I tape up a Jigsaw to "constant on" & use it to cut just out side the pre-marked line: 





Grind it up with a mini grinder to where the line is:





Next, I used a Knife Sharpening stone to smooth up the surface under running water:





Then, open the end up with Step drill bit:






Test to make sure the Piston still fits, this is the half way product:
The "Belly Dancer" :devil:





The "belly dancer" is still a "turn on", thanks to the PD mechanism that doesn't need the flashlight body to complete the circuit.






I haven't cut the piston yet, just a sneak preview of what the size of the Mini PD would be. Also need to clean up the cut end a bit more, as I made it 1-2mm longer so I'll have room to clean up the _"Cesarean_ section" wounds. 






Stay tuned...


----------



## MWClint (Mar 20, 2010)

*Re: Piston Drive CR2/14250*

ma_sha1, your stubby mods are great and this is the best one yet!


----------



## ma_sha1 (Mar 20, 2010)

*Re: Piston Drive CR2/14250*

Thanks, MWClint, very kind of you.

Now, the piston has been cut: Look how tiny the piston is, so cute 





Finally, a bit flashlight "niptuck" & then applied JBweld & clamp them together. 
Now comes to the worst part, I must wait 6-12 hours 






. . . ... :tired: ...:hairpull: ... ...:buddies:...
.
.


----------



## MarNav1 (Mar 20, 2010)

*Re: Piston Drive CR2/14250*

The waiting is the worst part..............When will these be availible for the rest of us??????


----------



## ma_sha1 (Mar 20, 2010)

*Re: Piston Drive CR2/14250*

Sorry, won't be from me, may be Nitcore could release one at some point?
I don't do custom mod service, only for fun


----------



## Zeruel (Mar 20, 2010)

*Re: Piston Drive CR2/14250*

  

I had the misconception this thread is going to ask for available CR2 PD lights in the market. Boy, was I wrong.


----------



## ma_sha1 (Mar 20, 2010)

*Re: Piston Drive CR2/14250*

I saw your "Tribute to Nitecore D10", that was excellent thread!

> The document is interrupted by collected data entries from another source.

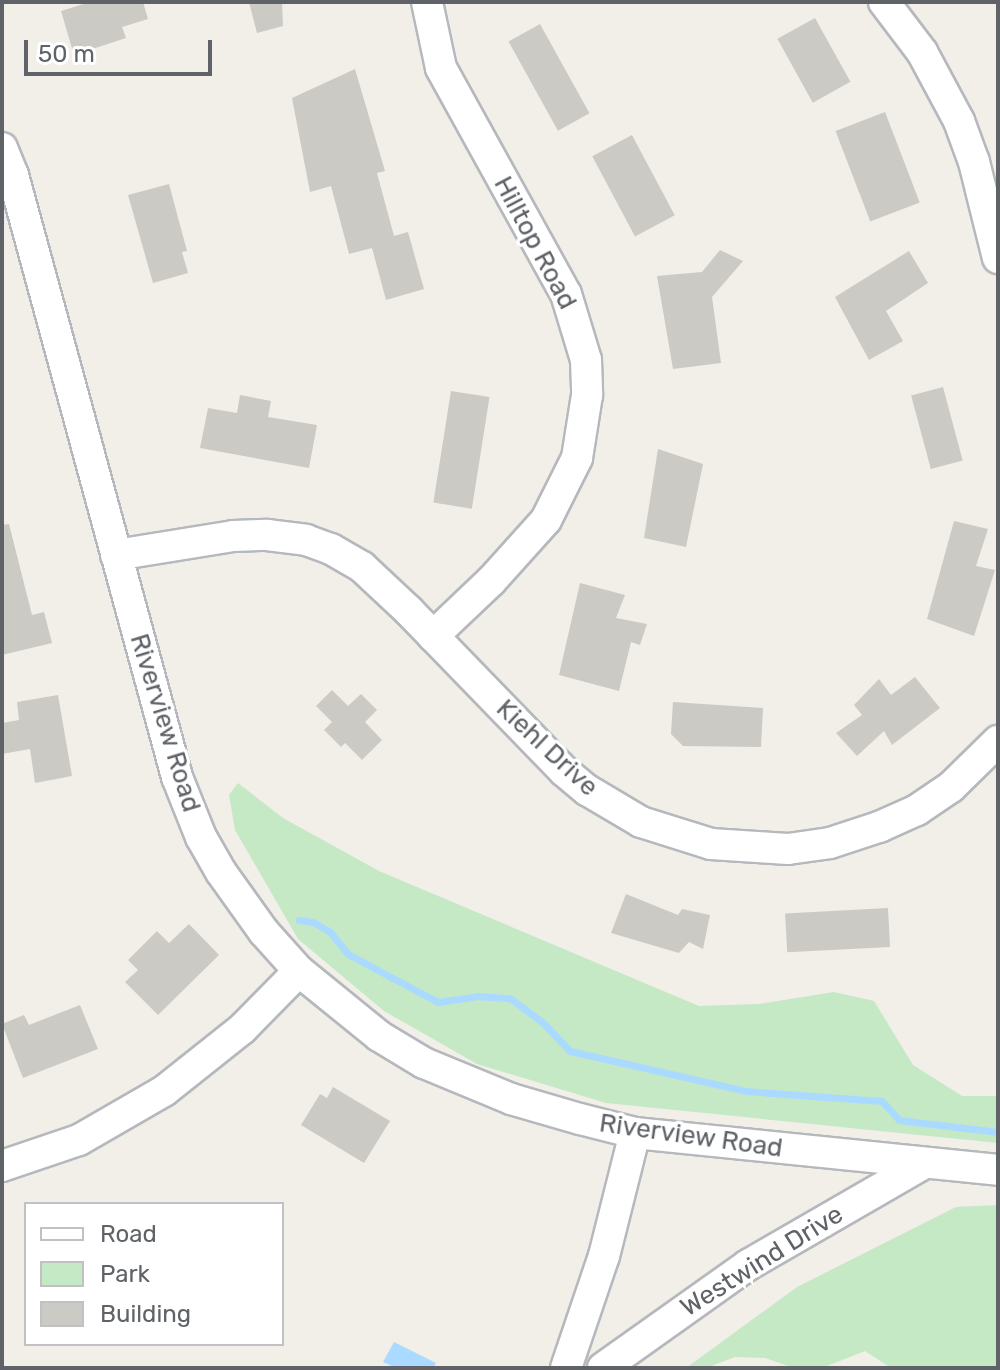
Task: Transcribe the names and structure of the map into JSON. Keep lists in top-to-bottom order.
{
  "streets": {
    "street": [
      "Hilltop Road",
      "Riverview Road",
      "Kiehl Drive",
      "Westwind Drive"
    ]
  },
  "crossings": [
    ["Hilltop Road", "Kiehl Drive"],
    ["Riverview Road", "Kiehl Drive"],
    ["Riverview Road", "Westwind Drive"]
  ],
  "legend": ["Road", "Park", "Building"],
  "scale_bar": "50 m"
}
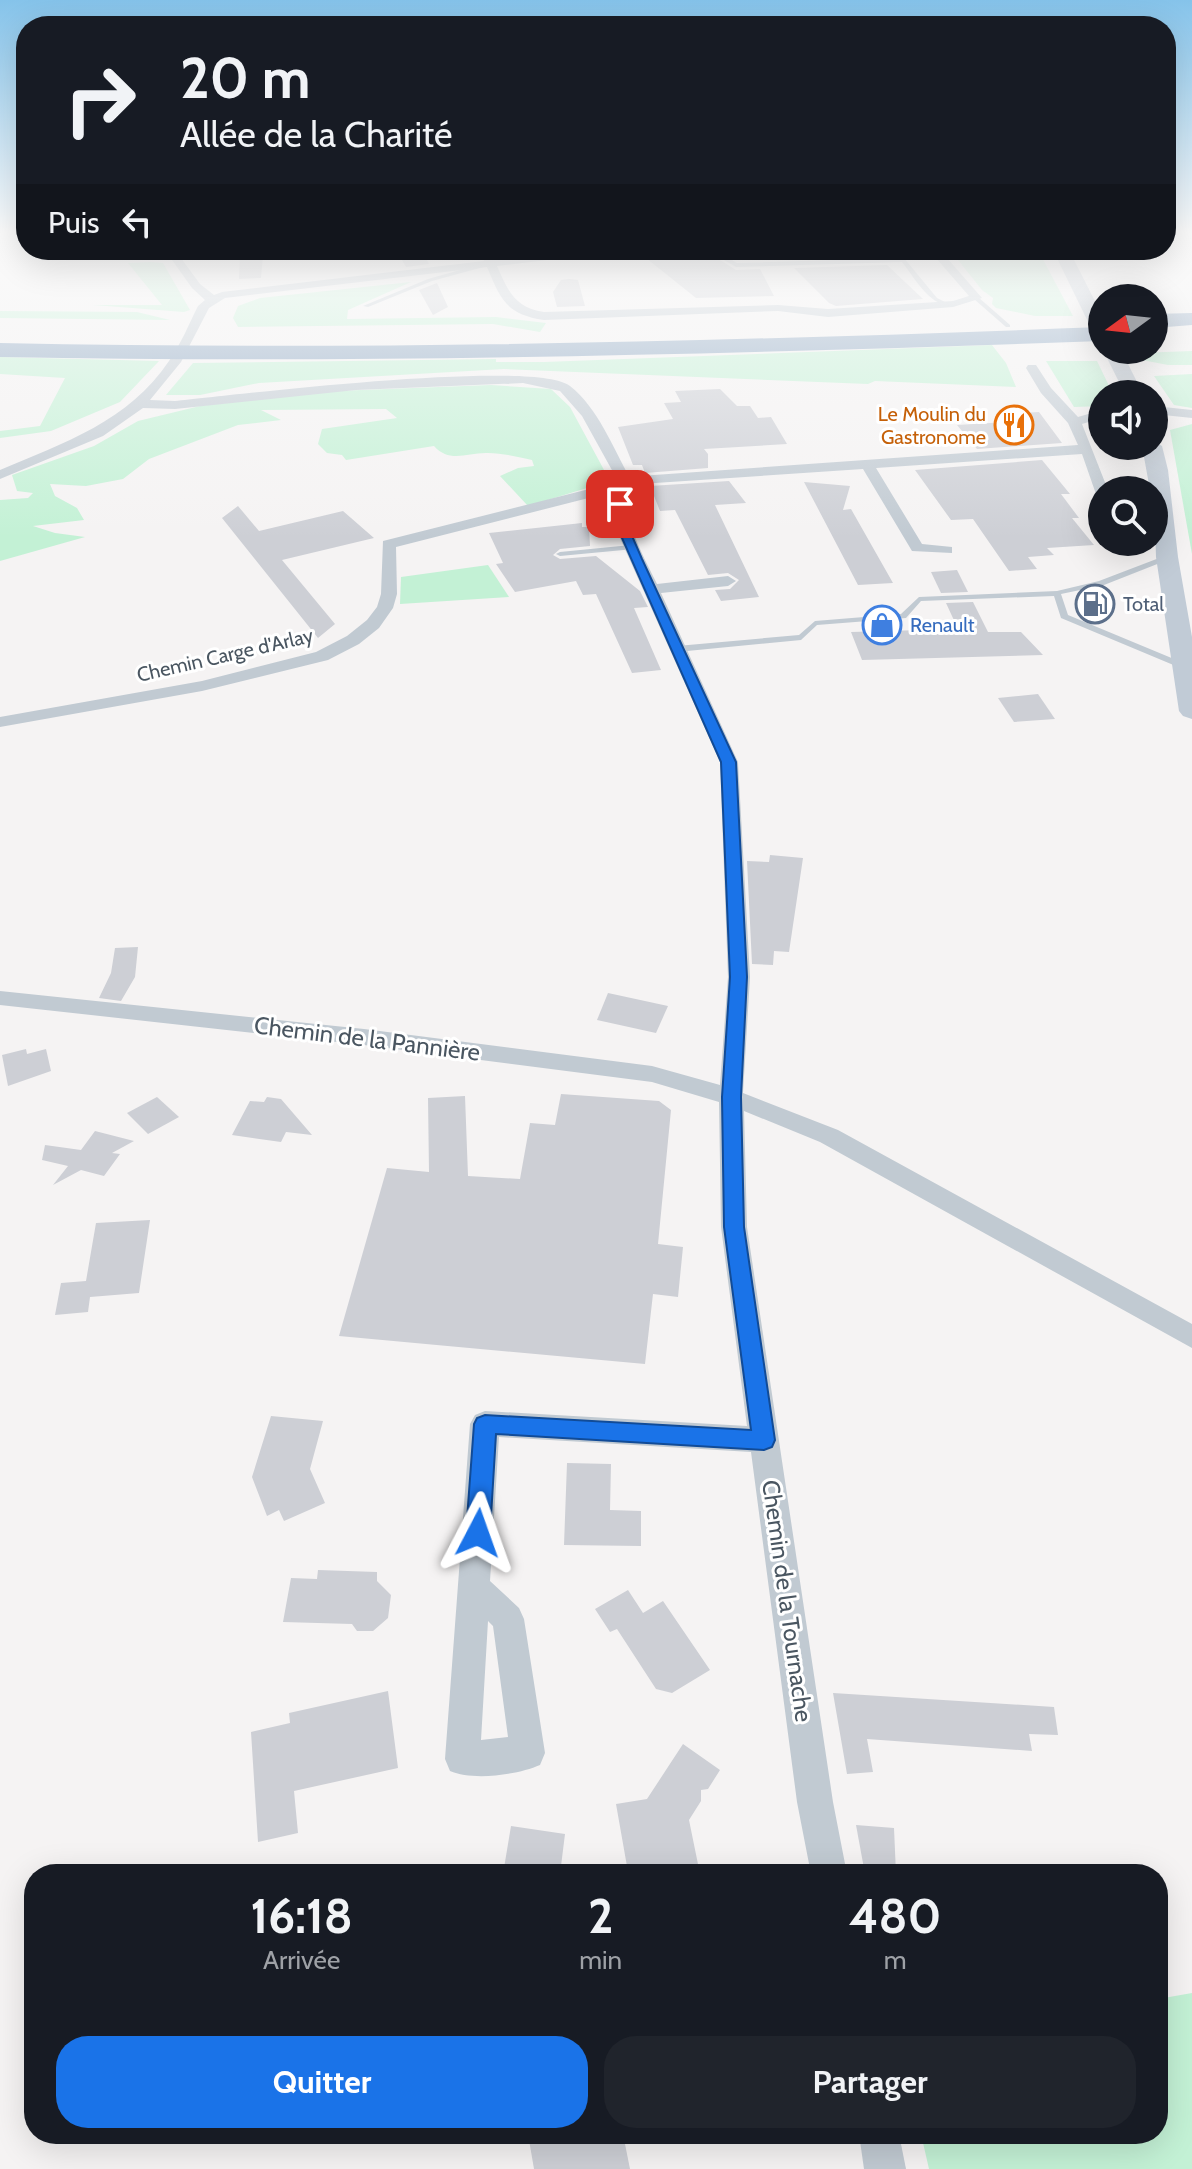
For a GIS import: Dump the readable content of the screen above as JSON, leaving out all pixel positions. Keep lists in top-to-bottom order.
{
  "streets": {
    "street": ["Chemin Carge d'Arlay", "Chemin de la Pannière", "Chemin de la Tournache"]
  },
  "crossings": [
    ["Chemin Carge d'Arlay", "Chemin de la Tournache"],
    ["Chemin de la Pannière", "Chemin de la Tournache"]
  ],
  "places": {
    "restaurant": ["Le Moulin du Gastronome"],
    "fuel station": ["Total"],
    "shop": ["Renault"]
  },
  "north": "left",
  "page": {
    "turn": ["20 m", "Allée de la Charité"],
    "then": "Puis",
    "eta": [
      "16:18",
      "Arrivée",
      "2",
      "min",
      "480",
      "m"
    ],
    "buttons": ["Quitter", "Partager"]
  }
}
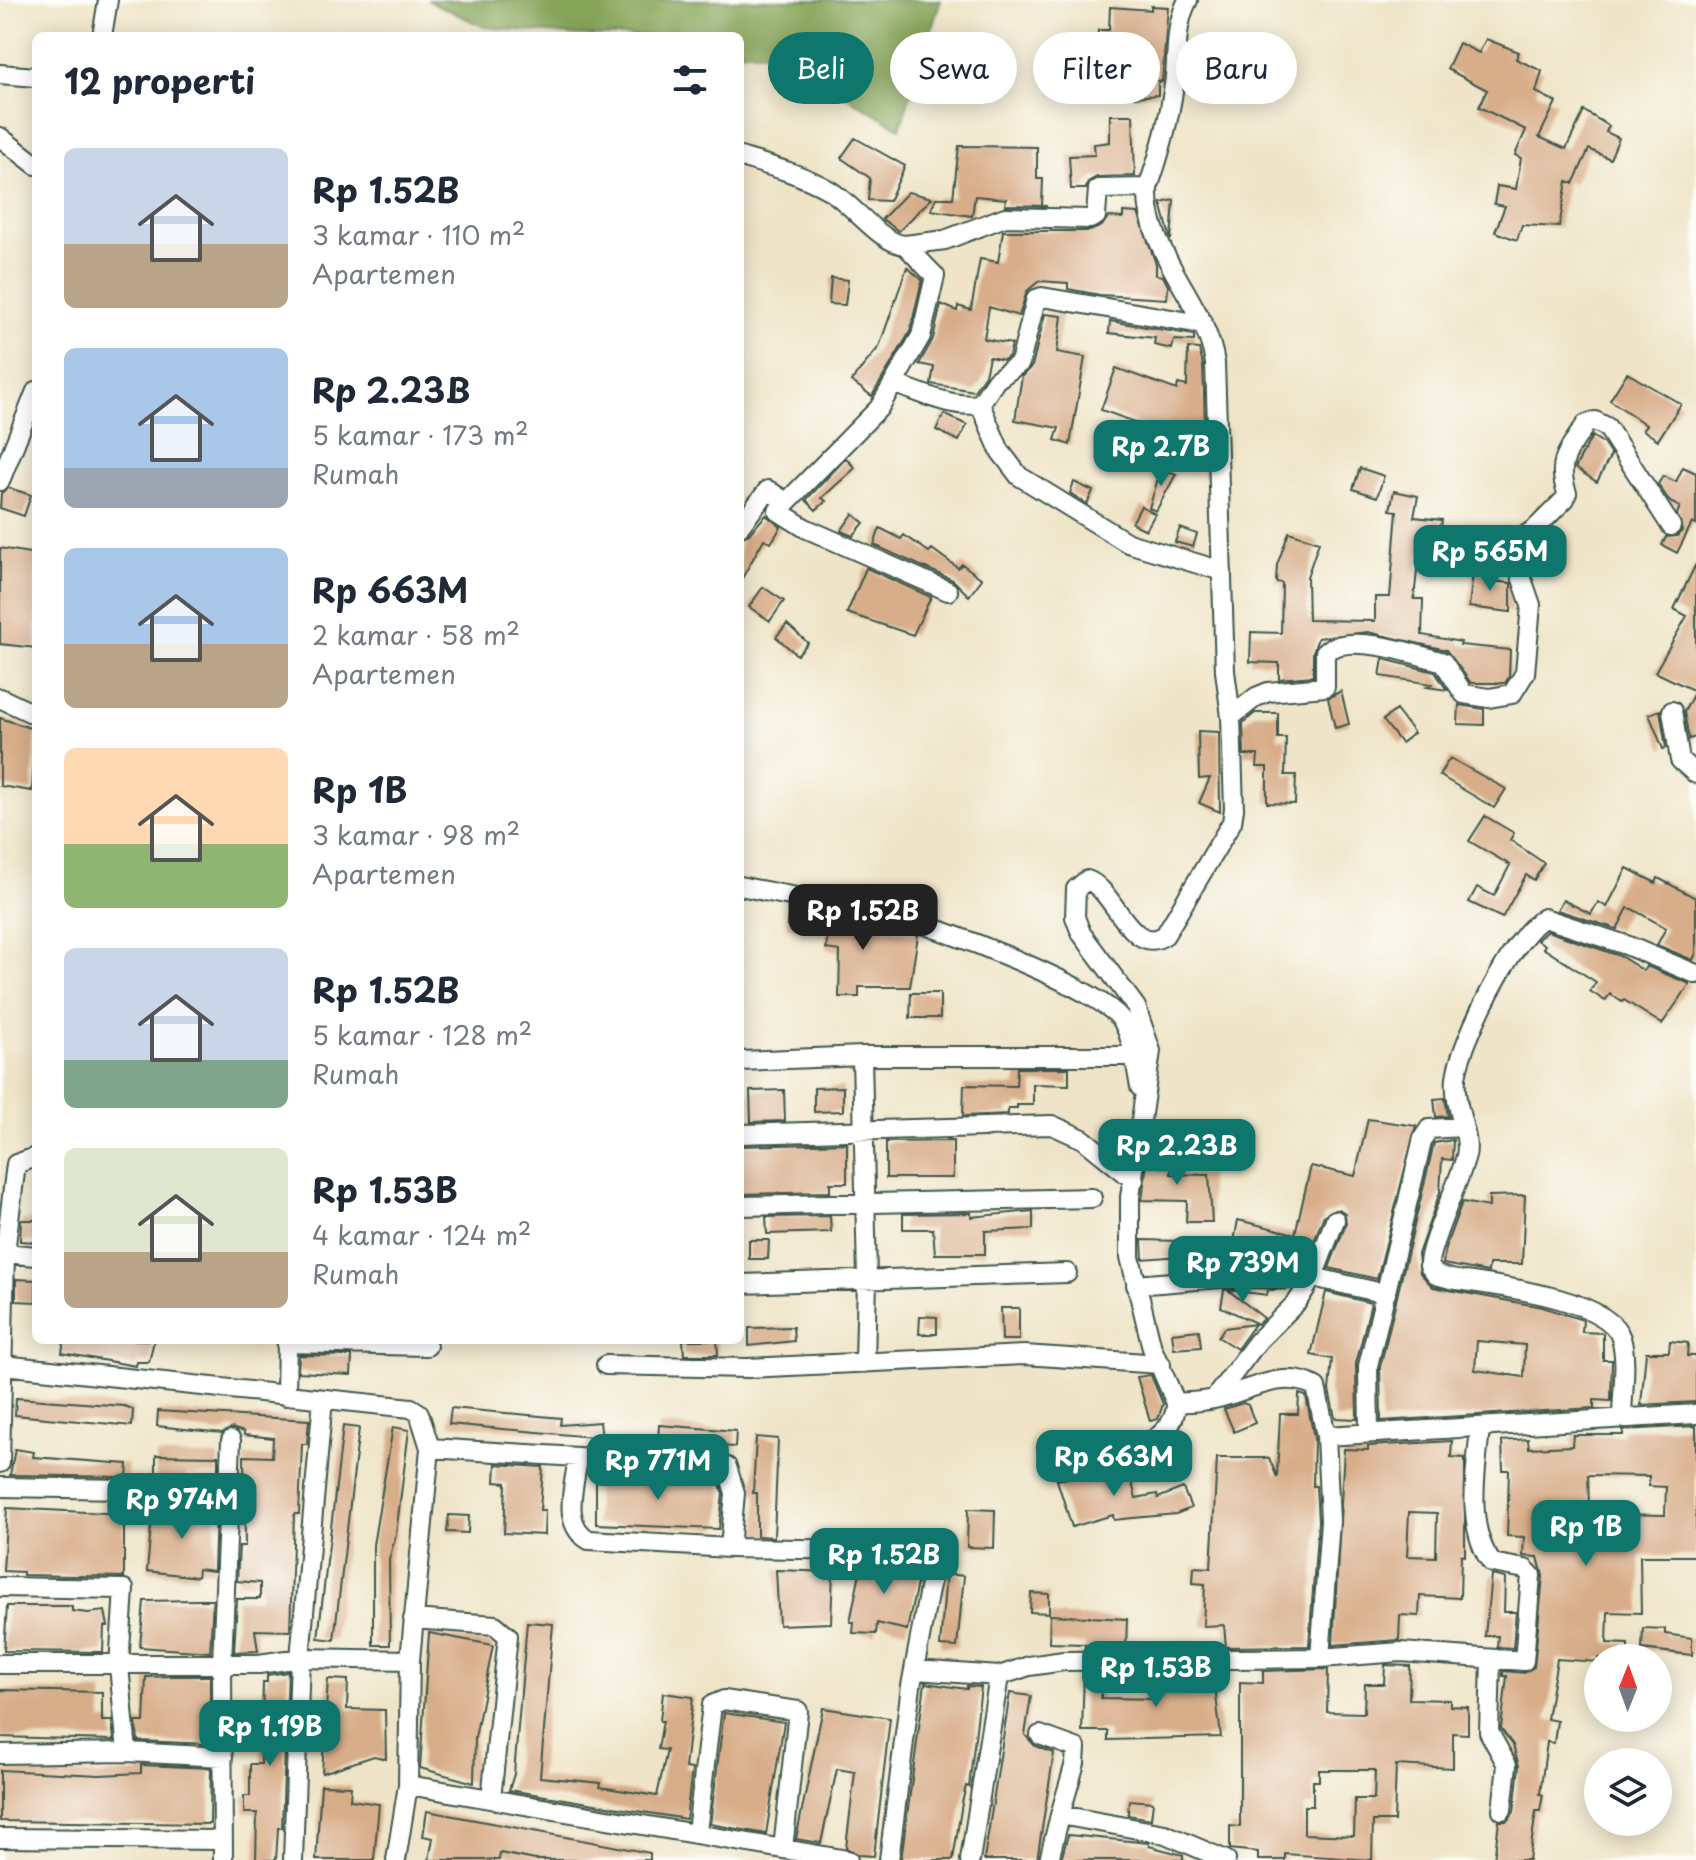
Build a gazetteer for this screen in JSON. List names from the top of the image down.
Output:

Imagine if they release a line of "Nitecore D5" in all the various anodizing color finishes?
.
.


----------



## JWRitchie76 (Mar 20, 2010)

Dude I'd hate to be the bearer of bad news but I think you've voided your warranty!  Seriously though. Very nice work there. :thumbsup:


----------



## ma_sha1 (Mar 20, 2010)

signalprick said:


> Dude I'd hate to be the bearer of bad news but I think you've voided your warranty!



Really? :mecry::mecry::mecry::mecry::mecry:


----------



## carrot (Mar 20, 2010)

Nice work!


----------



## ma_sha1 (Mar 20, 2010)

Thanks!


----------



## ma_sha1 (Mar 20, 2010)

Finally, the 6 hr wait is over. The finished product is only about 3mm(About 1/8 of an inch) taller the Mini Ti, 
but so much more advanced than a twisty. Also, to the right, compares to the the full size camo D10. 





Beam shot with 14250 on High:


----------



## F250XLT (Mar 20, 2010)

Interesting project, very nicely done.


----------



## TIP AND RING (Mar 20, 2010)

*Re: Piston Drive CR2/14250*



ma_sha1 said:


> I saw your "Tribute to Nitecore D10", that was excellent thread!
> 
> Imagine if they release a line of "Nitecore D5" in all the various anodizing color finishes?
> .
> .


 
Ma_Sha1 

The original spirit of CPF lives on with you..... and you used JBWeld too!! 

Ya rule!!! :twothumbs

Thanks for the post, hopefully Nitecore will follow thru with your extensive field research and R&D prototype.


----------



## ma_sha1 (Mar 21, 2010)

You are too too kind, my friend. Thanks!


----------



## olrac (Mar 22, 2010)

This is the coolest mod I have seen in a very long time, well done :thumbsup:


----------



## Chauncey Gardner (Mar 22, 2010)

Very slick mod. I thought Nitecore was introducing this from the title.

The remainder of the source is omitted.